Author + information
- W.Bruce Fye, M.D., M.A., F.A.C.C., President, American College of Cardiology*
- ↵*Reprint requests and correspondence:
W. Bruce Fye, MD, MA, FACC, Mayo Clinic, Division of Cardiovascular Diseases, 200 First Street, SW, West 16A, Rochester, Minnesota 55905-0001, USA.
The history of medicine serves several useful functions today, when doctors and the American health care system confront many challenges. Physicians live and work in an era of escalating expectations, eroding autonomy, and decreasing discretionary time. There is so much—far too much—to know, to learn, and to do. Understandably, many doctors are concerned about the future of medicine as they watch so many powerful political, economic, and social forces transform medical practice, research, and education. In this context, the history of medicine provides useful perspective and teaches valuable lessons. Just as a patient’s history helps us assess the significance of their symptoms and develop a diagnostic and therapeutic strategy, the history of medicine provides important perspective on present and future challenges and opportunities.
Medical history research and publishing have grown dramatically in recent years. The field has been energized by an infusion of trained professionals who have brought with them a variety of interesting and innovative approaches. Some have medical training, but many do not. In addition to a growing number of physician-historians, there are social historians, sociologists, economists, and members of a dozen different disciplines who share an interest in the history of health care. Meanwhile, more historical studies focus on the recent rather than the remote past.
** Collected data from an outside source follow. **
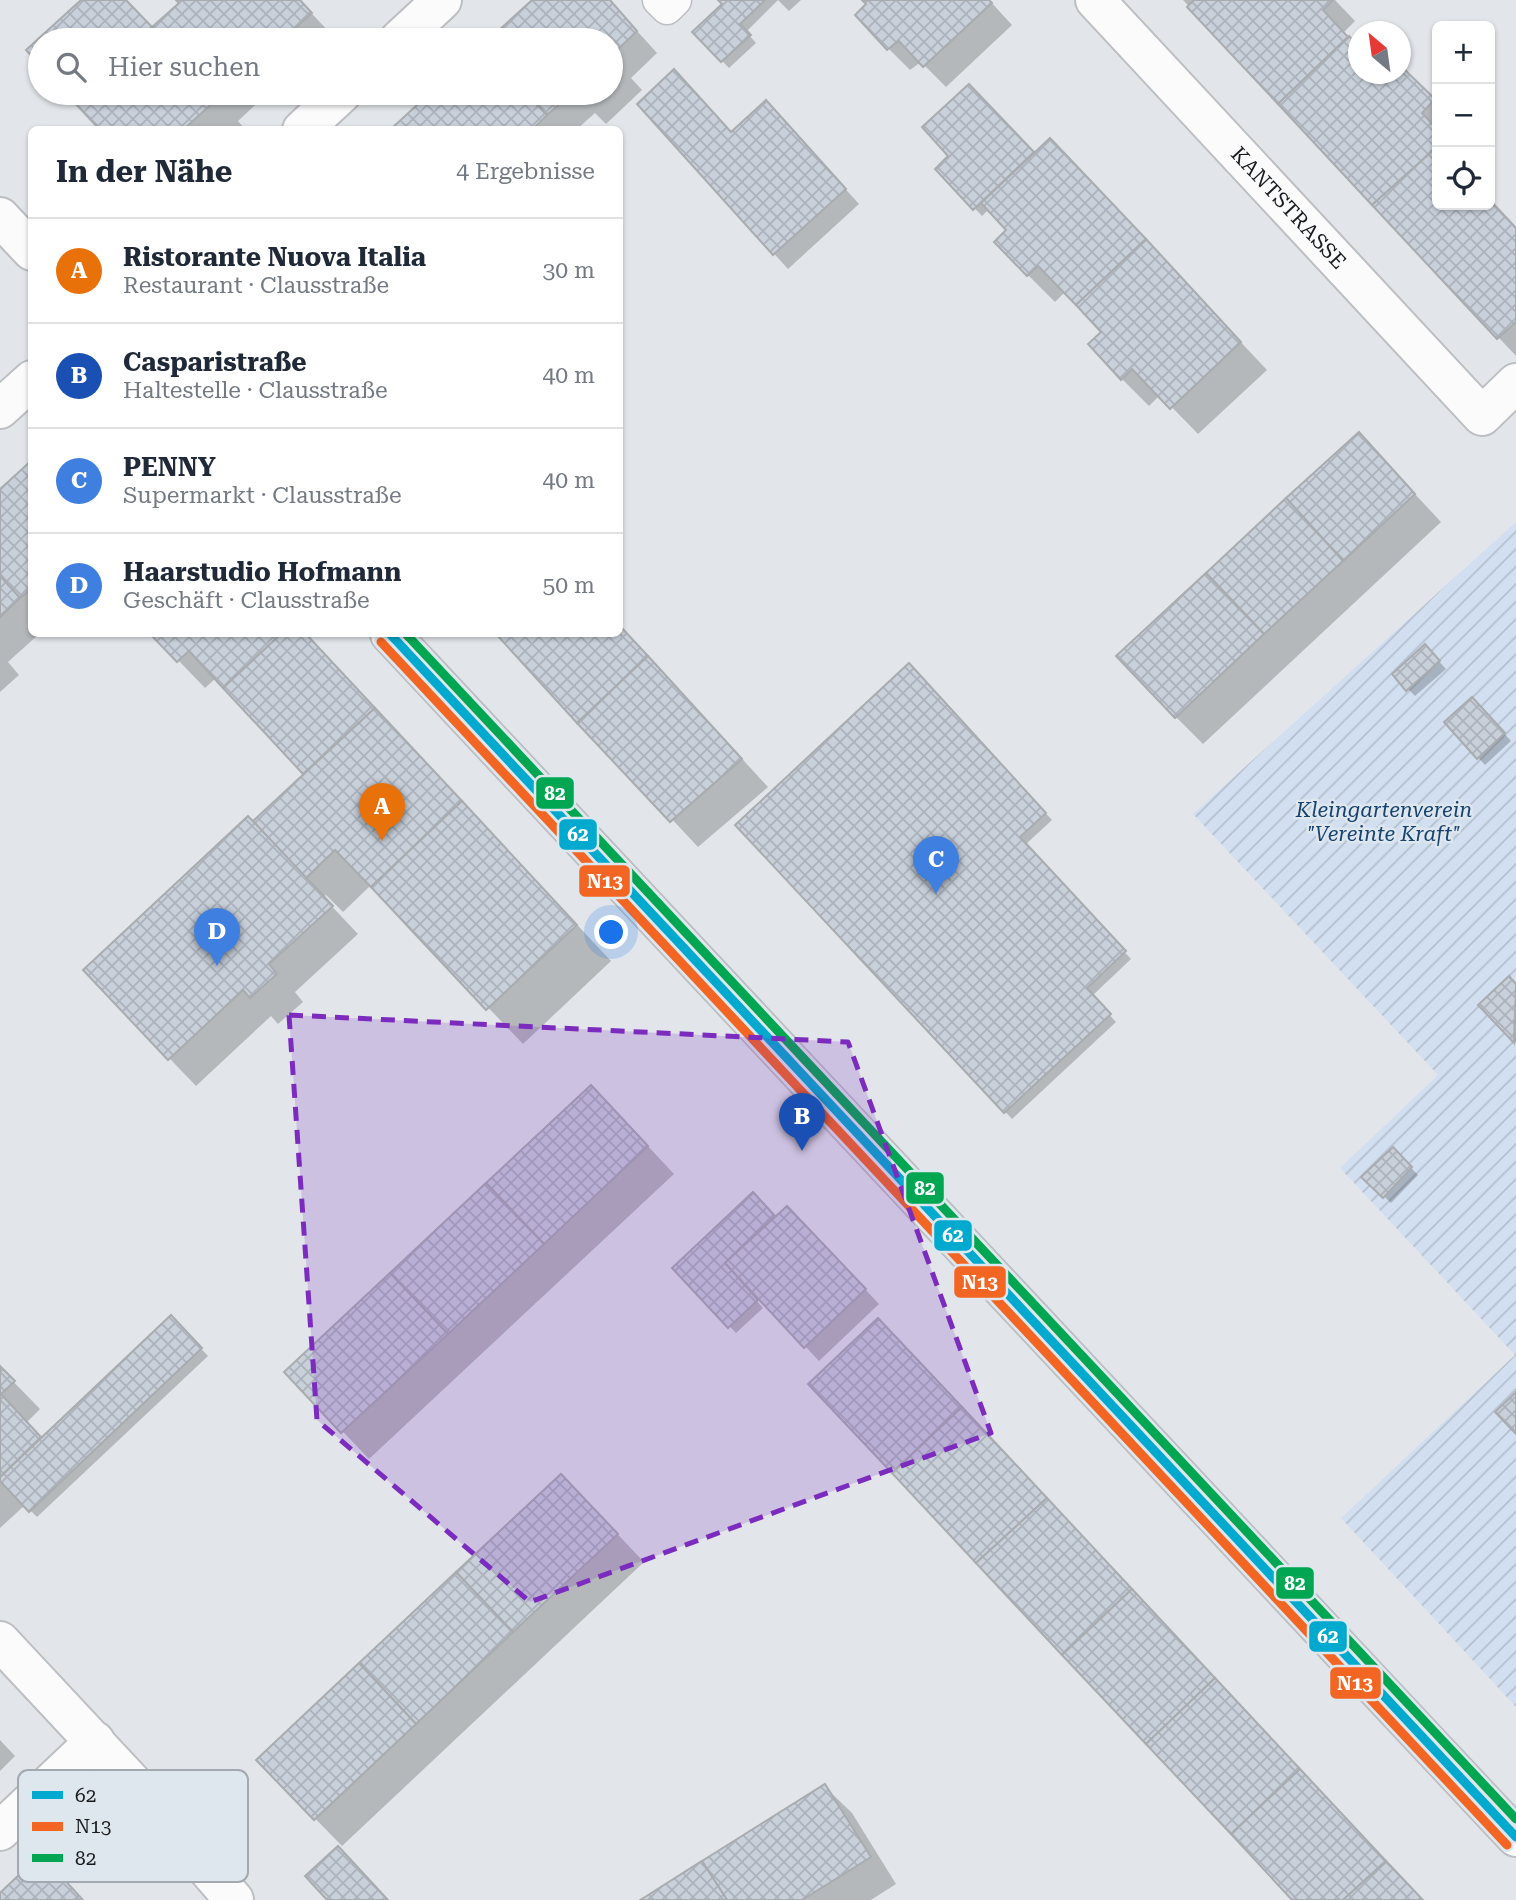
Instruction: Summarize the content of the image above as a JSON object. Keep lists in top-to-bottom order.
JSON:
{
  "streets": {
    "main road": ["KANTSTRASSE"]
  },
  "parks": ["Kleingartenverein \"Vereinte Kraft\""],
  "lines": ["transit line 62", "transit line 82", "transit line N13"],
  "legend": ["62", "N13", "82"],
  "north": "top left",
  "page": {
    "map_buttons": ["+", "−"],
    "search": "Hier suchen",
    "heading": ["In der Nähe", "4 Ergebnisse"],
    "list": [
      {
        "mark": "A",
        "name": "Ristorante Nuova Italia",
        "note": "Restaurant · Clausstraße",
        "value": "30 m"
      },
      {
        "mark": "B",
        "name": "Casparistraße",
        "note": "Haltestelle · Clausstraße",
        "value": "40 m"
      },
      {
        "mark": "C",
        "name": "PENNY",
        "note": "Supermarkt · Clausstraße",
        "value": "40 m"
      },
      {
        "mark": "D",
        "name": "Haarstudio Hofmann",
        "note": "Geschäft · Clausstraße",
        "value": "50 m"
      }
    ],
    "pins": [
      "A",
      "C",
      "D",
      "B"
    ]
  }
}
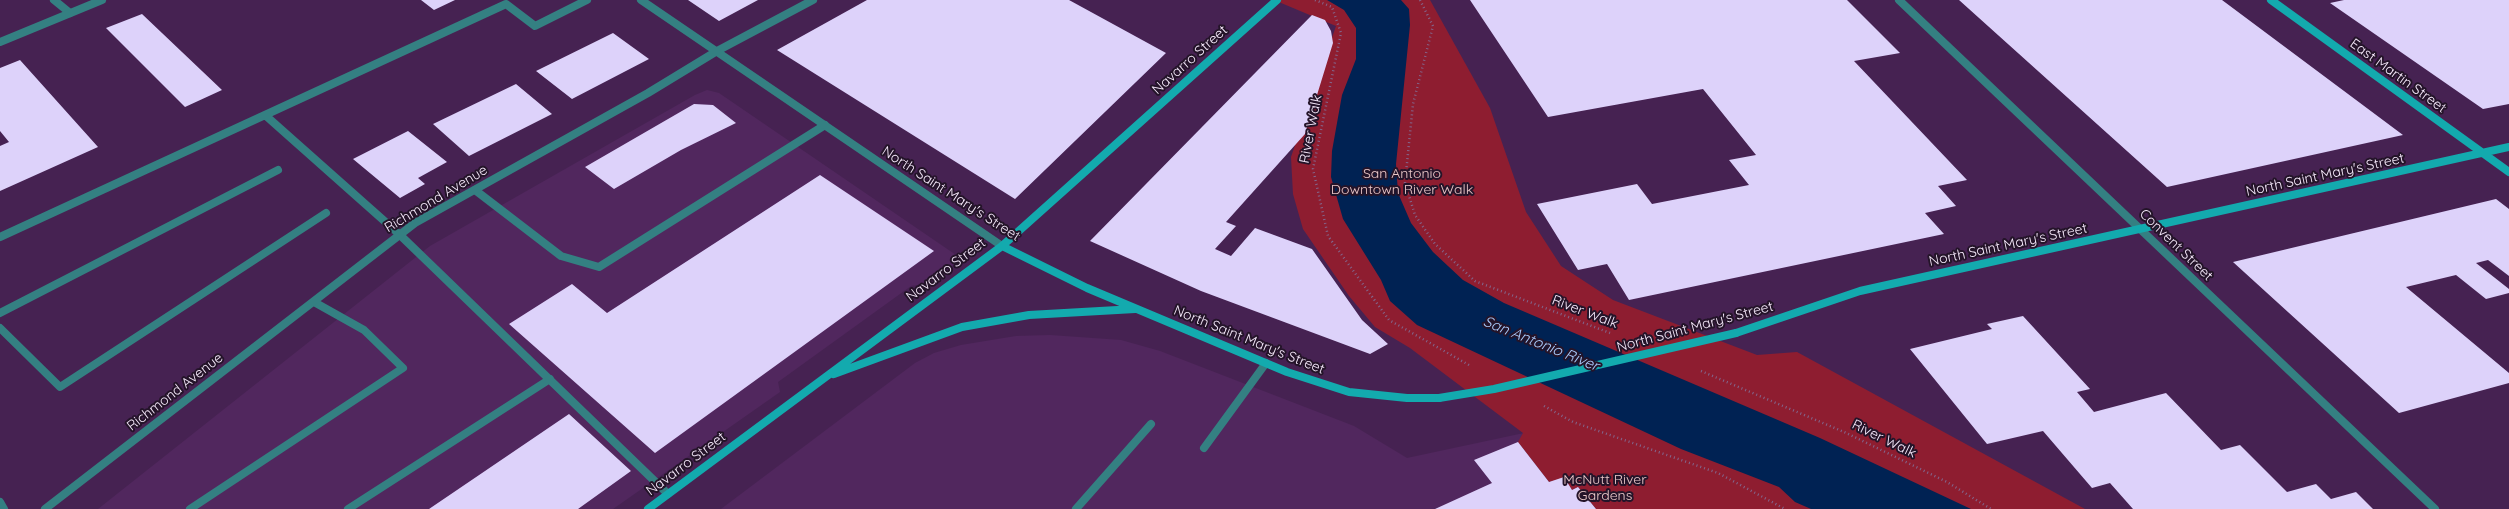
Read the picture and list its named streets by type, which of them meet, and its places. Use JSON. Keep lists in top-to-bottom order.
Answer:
{
  "streets": {
    "main road": ["Navarro Street", "East Martin Street", "North Saint Mary's Street"],
    "street": ["Richmond Avenue", "Convent Street"],
    "path": ["River Walk"]
  },
  "crossings": [
    ["Navarro Street", "North Saint Mary's Street"],
    ["East Martin Street", "North Saint Mary's Street"],
    ["North Saint Mary's Street", "Richmond Avenue"],
    ["North Saint Mary's Street", "Convent Street"]
  ],
  "water": ["San Antonio River"],
  "parks": ["San Antonio Downtown River Walk", "McNutt River Gardens"]
}
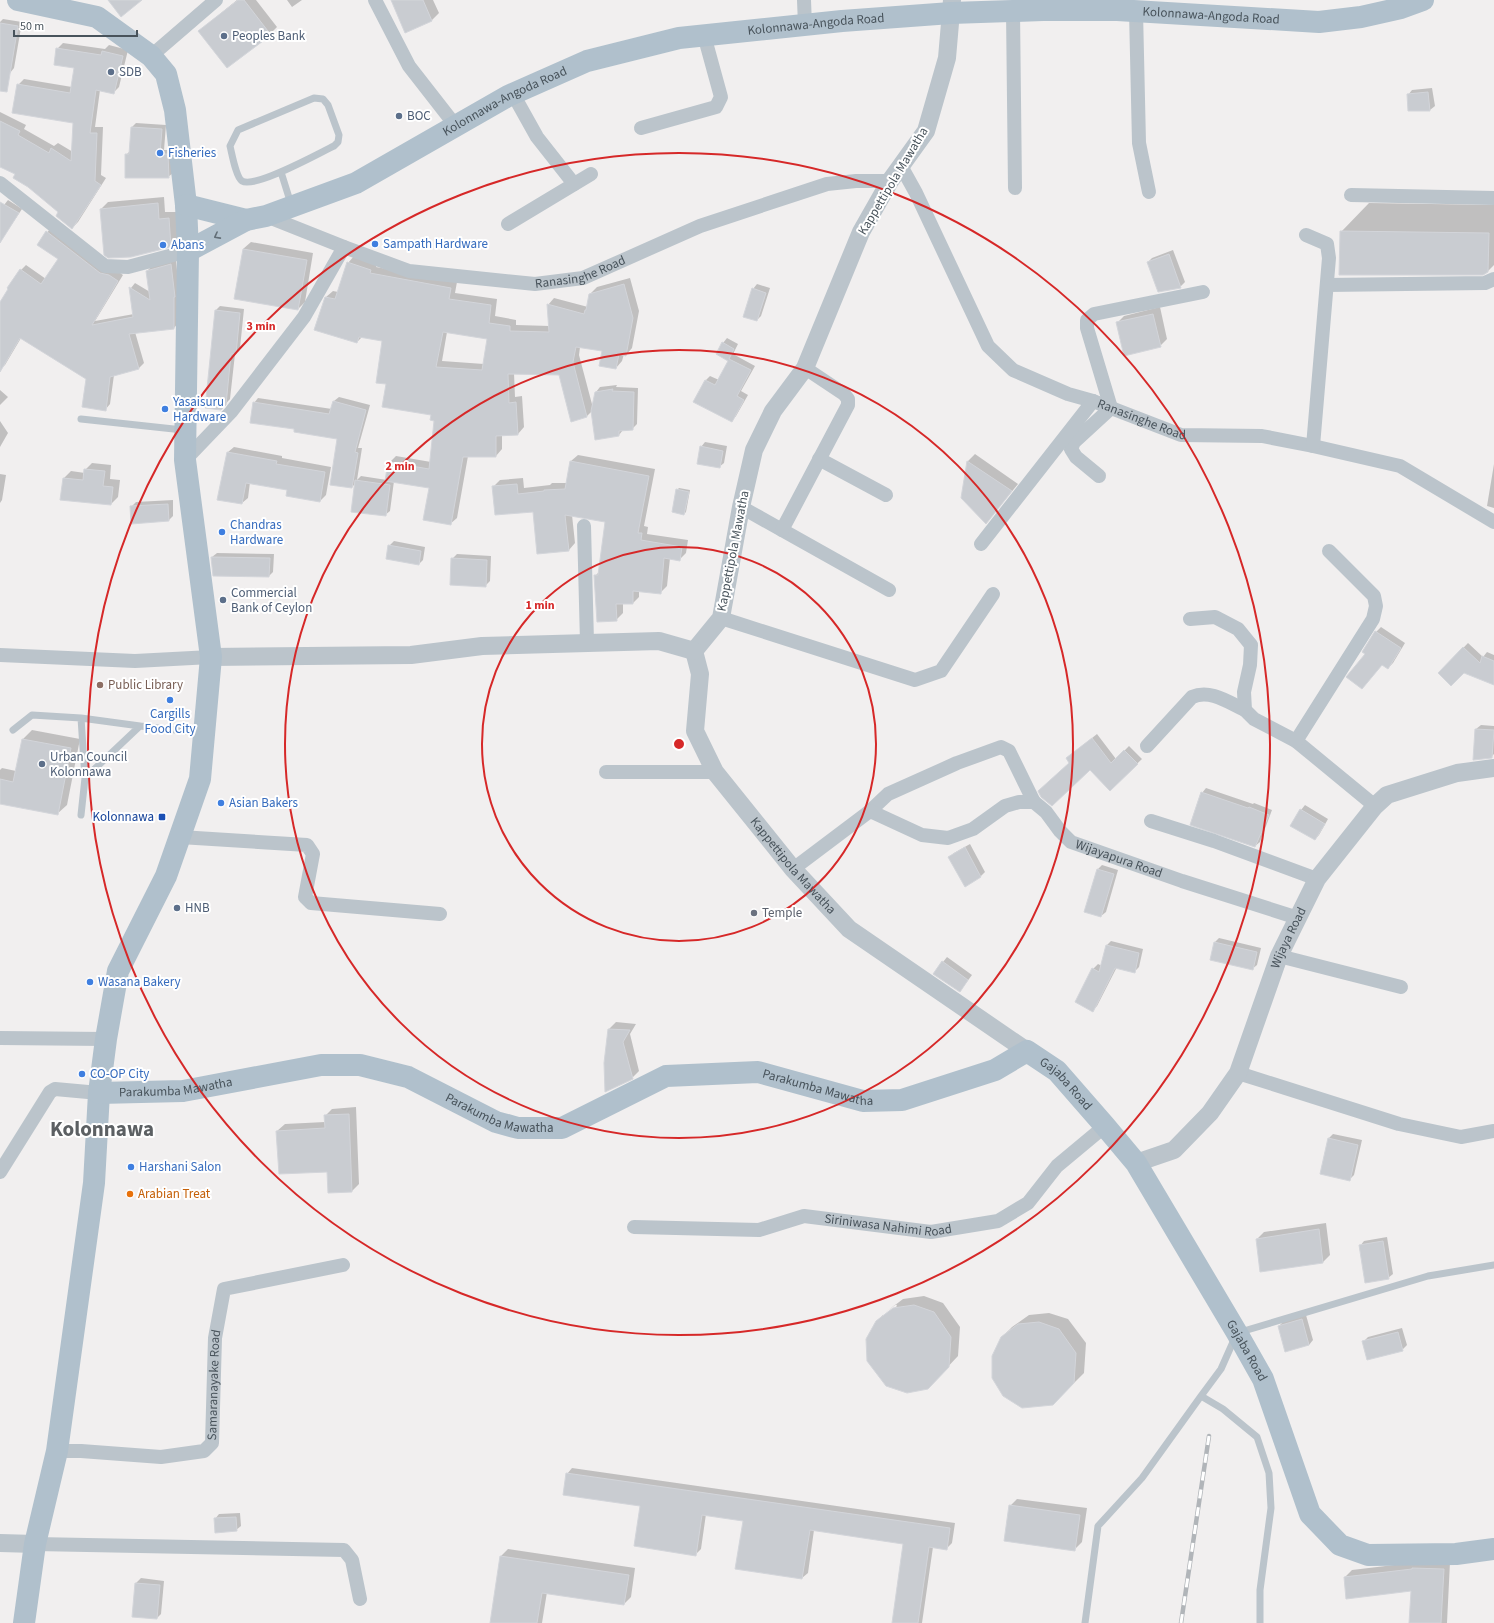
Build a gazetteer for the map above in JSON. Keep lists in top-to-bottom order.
{
  "streets": {
    "main road": ["Kolonnawa-Angoda Road", "Gajaba Road", "Parakumba Mawatha"],
    "street": [
      "Kappettipola Mawatha",
      "Ranasinghe Road",
      "Wijayapura Road",
      "Wijaya Road",
      "Siriniwasa Nahimi Road",
      "Samaranayake Road"
    ]
  },
  "crossings": [
    ["Kolonnawa-Angoda Road", "Kappettipola Mawatha"],
    ["Kolonnawa-Angoda Road", "Ranasinghe Road"],
    ["Kappettipola Mawatha", "Ranasinghe Road"],
    ["Kappettipola Mawatha", "Gajaba Road"],
    ["Kappettipola Mawatha", "Parakumba Mawatha"],
    ["Wijayapura Road", "Wijaya Road"],
    ["Wijaya Road", "Gajaba Road"],
    ["Gajaba Road", "Parakumba Mawatha"],
    ["Gajaba Road", "Siriniwasa Nahimi Road"]
  ],
  "districts": ["Kolonnawa"],
  "places": {
    "other": [
      "Peoples Bank",
      "SDB",
      "BOC",
      "Fisheries",
      "Sampath Hardware",
      "Abans",
      "Yasaisuru Hardware",
      "Chandras Hardware",
      "Commercial Bank of Ceylon",
      "Public Library",
      "Cargills Food City",
      "Urban Council Kolonnawa",
      "Asian Bakers",
      "HNB",
      "Temple",
      "Wasana Bakery",
      "CO-OP City",
      "Harshani Salon",
      "Arabian Treat"
    ],
    "transit": ["Kolonnawa"]
  },
  "scale_bar": "50 m",
  "rings": ["3 min", "2 min", "1 min"]
}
As a result, the history of medicine has become more accessible and more relevant.
This new type of history seeks to blend the scientific and social dimensions of medicine. This makes sense if you consider the profound effects that external forces have on present-day medicine. Think, for example, of the incredible impact Medicare reimbursement has on cardiology and of the crucial (and understandably self-interested) role the pharmaceutical industry plays in funding clinical trials. By understanding how current circumstances such as these evolved, we can better anticipate, evaluate, and potentially influence the various factors that will shape the future of health care.
Many prominent physicians have promoted medical history as a tool to better understand diseases and to help frame the present and speculate on the future. William Osler (1), the English-speaking world’s leading physician a century ago, put it this way: “By the historical method alone can many problems in medicine be approached profitably.” Paul Dudley White (2), America’s first academic cardiologist, also thought medical history was important. By looking back, he wrote in 1950, “we acquire a better perspective of our own place in history with the humbling realization of our role as merely a link in the long chain of the acquisition and application of medical knowledge.”
Milliseconds or millenia: life in the fast lane
Cardiologists can benefit from historical perspective as much as anyone, despite the fact that our specialty focuses on tiny units of time. Electrophysiologists record events in milliseconds. Echocardiographers measure blood flow in seconds. Interventionalists count balloon inflation time in minutes. In historical terms, these units of measurement are irrelevant. That’s not to imply, however, that specific events in unique patients are insignificant. Cardiac pathophysiology and our patients’ problems force us to focus on short intervals. Understandably, most of us are too busy thinking about the events of the moment, the hour, or the day to pay much attention to historical trends measured in years or decades, let alone centuries. I would encourage you, however, to view contemporary challenges and opportunities in a larger historical context.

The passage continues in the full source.